=== GOAL OF THE EXERCISE ===
For the records below, print the lines from the line with "Where are all" through the line with "Find all labels, symbols" exactly as written; include both end lines and exclude the rest.

##########

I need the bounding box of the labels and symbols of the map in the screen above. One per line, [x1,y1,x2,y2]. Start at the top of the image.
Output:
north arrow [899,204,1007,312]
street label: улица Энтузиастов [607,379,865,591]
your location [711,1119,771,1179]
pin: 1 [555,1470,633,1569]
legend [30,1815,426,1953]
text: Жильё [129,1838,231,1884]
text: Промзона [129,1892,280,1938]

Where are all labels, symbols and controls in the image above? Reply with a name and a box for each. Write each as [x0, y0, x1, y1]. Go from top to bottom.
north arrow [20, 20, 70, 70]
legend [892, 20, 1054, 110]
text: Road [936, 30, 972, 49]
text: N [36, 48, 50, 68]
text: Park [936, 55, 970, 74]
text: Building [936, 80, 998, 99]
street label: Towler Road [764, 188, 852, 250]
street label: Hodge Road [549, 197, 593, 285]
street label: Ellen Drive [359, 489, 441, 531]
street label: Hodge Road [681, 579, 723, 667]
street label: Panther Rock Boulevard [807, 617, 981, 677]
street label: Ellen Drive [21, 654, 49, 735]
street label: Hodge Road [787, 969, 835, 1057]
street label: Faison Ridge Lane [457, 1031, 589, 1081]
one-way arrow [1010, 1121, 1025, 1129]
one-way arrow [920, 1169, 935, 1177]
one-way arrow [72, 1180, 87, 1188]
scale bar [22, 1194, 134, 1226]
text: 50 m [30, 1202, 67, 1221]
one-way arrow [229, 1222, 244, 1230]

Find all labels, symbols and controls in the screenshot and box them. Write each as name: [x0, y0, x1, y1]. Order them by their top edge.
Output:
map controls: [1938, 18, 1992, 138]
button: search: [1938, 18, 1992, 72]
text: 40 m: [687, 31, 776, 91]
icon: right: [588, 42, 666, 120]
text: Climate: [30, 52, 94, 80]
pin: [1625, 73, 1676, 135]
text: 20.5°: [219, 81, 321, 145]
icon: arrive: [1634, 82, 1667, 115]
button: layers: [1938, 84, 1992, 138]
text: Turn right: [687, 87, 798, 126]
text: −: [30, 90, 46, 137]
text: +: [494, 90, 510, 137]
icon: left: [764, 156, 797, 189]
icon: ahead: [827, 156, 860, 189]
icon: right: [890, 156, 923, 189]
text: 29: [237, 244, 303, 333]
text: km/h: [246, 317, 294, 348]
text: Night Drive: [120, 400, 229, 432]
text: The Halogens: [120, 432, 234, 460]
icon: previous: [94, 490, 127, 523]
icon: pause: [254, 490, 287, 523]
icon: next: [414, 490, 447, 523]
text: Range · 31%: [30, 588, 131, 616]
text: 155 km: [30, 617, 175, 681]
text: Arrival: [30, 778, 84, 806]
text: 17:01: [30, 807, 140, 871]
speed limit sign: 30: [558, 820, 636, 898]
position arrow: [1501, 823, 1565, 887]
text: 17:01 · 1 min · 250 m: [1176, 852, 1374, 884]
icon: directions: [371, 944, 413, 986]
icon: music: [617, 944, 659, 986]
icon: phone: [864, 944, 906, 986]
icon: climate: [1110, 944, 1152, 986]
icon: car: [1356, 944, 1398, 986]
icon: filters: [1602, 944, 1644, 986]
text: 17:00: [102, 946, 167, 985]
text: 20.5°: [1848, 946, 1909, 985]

##########

=== COMPLETED TASK ===
Where are all labels, symbols and controls in the image above? Reply with a name and a box for each. Write each as [x0, y0, x1, y1]. Go from top to bottom.
north arrow [20, 20, 70, 70]
legend [892, 20, 1054, 110]
text: Road [936, 30, 972, 49]
text: N [36, 48, 50, 68]
text: Park [936, 55, 970, 74]
text: Building [936, 80, 998, 99]
street label: Towler Road [764, 188, 852, 250]
street label: Hodge Road [549, 197, 593, 285]
street label: Ellen Drive [359, 489, 441, 531]
street label: Hodge Road [681, 579, 723, 667]
street label: Panther Rock Boulevard [807, 617, 981, 677]
street label: Ellen Drive [21, 654, 49, 735]
street label: Hodge Road [787, 969, 835, 1057]
street label: Faison Ridge Lane [457, 1031, 589, 1081]
one-way arrow [1010, 1121, 1025, 1129]
one-way arrow [920, 1169, 935, 1177]
one-way arrow [72, 1180, 87, 1188]
scale bar [22, 1194, 134, 1226]
text: 50 m [30, 1202, 67, 1221]
one-way arrow [229, 1222, 244, 1230]

Find all labels, symbols and controls in the screenshot and box them. Write each as name: [x0, y0, x1, y1]. Order them by their top edge.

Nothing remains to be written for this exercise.